### Collected data entries
=== Section Start ===

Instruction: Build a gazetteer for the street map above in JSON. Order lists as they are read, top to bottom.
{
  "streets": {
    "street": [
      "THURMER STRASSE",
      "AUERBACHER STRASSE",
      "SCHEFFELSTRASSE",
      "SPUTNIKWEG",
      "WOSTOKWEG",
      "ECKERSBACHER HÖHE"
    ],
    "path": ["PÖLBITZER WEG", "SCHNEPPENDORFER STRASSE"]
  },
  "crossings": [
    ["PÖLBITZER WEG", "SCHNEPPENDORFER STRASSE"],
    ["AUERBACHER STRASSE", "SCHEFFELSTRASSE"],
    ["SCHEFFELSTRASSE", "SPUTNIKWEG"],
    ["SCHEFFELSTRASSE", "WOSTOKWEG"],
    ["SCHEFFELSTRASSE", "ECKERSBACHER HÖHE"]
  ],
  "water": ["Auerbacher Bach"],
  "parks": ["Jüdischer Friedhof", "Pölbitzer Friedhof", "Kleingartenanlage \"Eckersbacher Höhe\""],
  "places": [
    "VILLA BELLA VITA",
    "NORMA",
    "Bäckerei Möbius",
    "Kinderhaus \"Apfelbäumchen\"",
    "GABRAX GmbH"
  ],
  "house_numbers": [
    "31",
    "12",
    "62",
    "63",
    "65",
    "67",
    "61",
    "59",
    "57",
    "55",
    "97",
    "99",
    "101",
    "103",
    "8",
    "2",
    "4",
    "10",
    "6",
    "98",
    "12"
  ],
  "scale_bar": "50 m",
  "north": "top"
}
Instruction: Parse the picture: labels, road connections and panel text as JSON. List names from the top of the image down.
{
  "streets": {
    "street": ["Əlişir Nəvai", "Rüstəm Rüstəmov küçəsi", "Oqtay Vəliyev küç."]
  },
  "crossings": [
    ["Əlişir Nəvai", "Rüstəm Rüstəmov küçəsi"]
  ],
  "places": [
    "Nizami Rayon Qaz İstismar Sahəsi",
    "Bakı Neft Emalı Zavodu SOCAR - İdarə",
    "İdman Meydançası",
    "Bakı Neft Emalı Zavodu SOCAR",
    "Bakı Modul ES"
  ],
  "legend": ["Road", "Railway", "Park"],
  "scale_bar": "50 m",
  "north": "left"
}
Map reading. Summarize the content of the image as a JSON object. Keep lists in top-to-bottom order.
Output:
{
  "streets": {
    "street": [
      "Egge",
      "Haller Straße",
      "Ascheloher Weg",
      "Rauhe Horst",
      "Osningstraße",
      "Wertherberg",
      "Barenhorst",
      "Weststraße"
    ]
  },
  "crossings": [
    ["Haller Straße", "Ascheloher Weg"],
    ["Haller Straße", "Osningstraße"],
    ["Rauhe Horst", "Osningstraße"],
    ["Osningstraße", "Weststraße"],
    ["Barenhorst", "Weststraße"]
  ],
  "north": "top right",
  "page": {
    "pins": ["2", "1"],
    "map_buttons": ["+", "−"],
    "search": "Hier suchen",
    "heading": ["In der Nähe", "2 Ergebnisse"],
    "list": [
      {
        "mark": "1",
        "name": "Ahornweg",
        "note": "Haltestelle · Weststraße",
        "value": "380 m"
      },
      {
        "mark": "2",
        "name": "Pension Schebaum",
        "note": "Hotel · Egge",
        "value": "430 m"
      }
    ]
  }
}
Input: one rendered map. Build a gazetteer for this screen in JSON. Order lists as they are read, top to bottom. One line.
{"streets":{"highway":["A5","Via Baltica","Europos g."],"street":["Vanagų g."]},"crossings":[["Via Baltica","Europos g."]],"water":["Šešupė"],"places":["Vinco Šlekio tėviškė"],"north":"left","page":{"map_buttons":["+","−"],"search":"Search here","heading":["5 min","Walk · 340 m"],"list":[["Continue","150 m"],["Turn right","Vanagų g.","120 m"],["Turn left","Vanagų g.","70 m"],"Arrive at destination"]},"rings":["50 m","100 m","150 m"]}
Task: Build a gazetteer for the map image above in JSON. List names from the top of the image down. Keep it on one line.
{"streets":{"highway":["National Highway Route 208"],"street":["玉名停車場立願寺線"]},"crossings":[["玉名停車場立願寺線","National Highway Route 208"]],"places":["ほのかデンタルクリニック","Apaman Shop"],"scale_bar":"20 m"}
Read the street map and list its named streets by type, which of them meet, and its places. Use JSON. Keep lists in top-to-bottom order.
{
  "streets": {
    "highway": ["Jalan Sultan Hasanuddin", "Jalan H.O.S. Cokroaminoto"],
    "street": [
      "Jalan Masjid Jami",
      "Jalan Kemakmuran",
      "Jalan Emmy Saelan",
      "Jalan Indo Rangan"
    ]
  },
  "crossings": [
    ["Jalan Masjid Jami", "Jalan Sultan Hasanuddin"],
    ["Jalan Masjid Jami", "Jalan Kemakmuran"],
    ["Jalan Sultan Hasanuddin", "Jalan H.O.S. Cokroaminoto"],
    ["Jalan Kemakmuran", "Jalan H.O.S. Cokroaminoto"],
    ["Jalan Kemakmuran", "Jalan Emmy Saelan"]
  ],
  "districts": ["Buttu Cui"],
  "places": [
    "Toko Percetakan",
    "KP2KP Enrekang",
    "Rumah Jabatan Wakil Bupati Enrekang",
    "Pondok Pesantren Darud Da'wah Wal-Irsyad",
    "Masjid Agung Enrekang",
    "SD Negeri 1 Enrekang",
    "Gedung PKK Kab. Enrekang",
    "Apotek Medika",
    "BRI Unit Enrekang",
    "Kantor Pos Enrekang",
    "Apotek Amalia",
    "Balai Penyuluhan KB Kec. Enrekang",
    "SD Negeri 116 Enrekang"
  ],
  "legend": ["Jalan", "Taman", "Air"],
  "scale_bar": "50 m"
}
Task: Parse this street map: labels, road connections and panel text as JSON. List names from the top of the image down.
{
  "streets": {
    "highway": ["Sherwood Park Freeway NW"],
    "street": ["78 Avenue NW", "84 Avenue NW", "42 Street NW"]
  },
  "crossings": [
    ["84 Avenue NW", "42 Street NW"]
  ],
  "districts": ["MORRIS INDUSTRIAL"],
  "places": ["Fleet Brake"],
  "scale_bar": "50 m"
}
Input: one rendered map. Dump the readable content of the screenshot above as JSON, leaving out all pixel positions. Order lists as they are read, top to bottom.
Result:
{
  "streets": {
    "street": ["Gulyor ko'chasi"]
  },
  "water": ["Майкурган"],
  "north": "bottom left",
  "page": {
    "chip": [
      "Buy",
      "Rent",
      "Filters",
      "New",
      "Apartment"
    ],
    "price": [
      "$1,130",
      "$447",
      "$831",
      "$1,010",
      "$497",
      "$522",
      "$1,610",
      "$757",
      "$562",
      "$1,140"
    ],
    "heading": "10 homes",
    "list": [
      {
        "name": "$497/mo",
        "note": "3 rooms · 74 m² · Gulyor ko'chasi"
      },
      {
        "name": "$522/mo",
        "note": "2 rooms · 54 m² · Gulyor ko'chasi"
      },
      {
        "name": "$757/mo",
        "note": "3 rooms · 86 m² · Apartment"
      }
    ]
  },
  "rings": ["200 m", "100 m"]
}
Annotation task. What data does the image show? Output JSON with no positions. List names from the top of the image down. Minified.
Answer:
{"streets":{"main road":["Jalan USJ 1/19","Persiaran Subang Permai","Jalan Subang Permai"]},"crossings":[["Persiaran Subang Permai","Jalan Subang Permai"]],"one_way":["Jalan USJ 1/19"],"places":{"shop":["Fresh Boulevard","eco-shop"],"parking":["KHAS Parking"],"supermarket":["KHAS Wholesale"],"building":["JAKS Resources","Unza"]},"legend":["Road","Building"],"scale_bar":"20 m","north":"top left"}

=== Section End ===

Where in the entries does the word "positions" occur? Copy out each line that has it.

### SOLUTION
Input: one rendered map. Dump the readable content of the screenshot above as JSON, leaving out all pixel positions. Order lists as they are read, top to bottom.
Annotation task. What data does the image show? Output JSON with no positions. List names from the top of the image down. Minified.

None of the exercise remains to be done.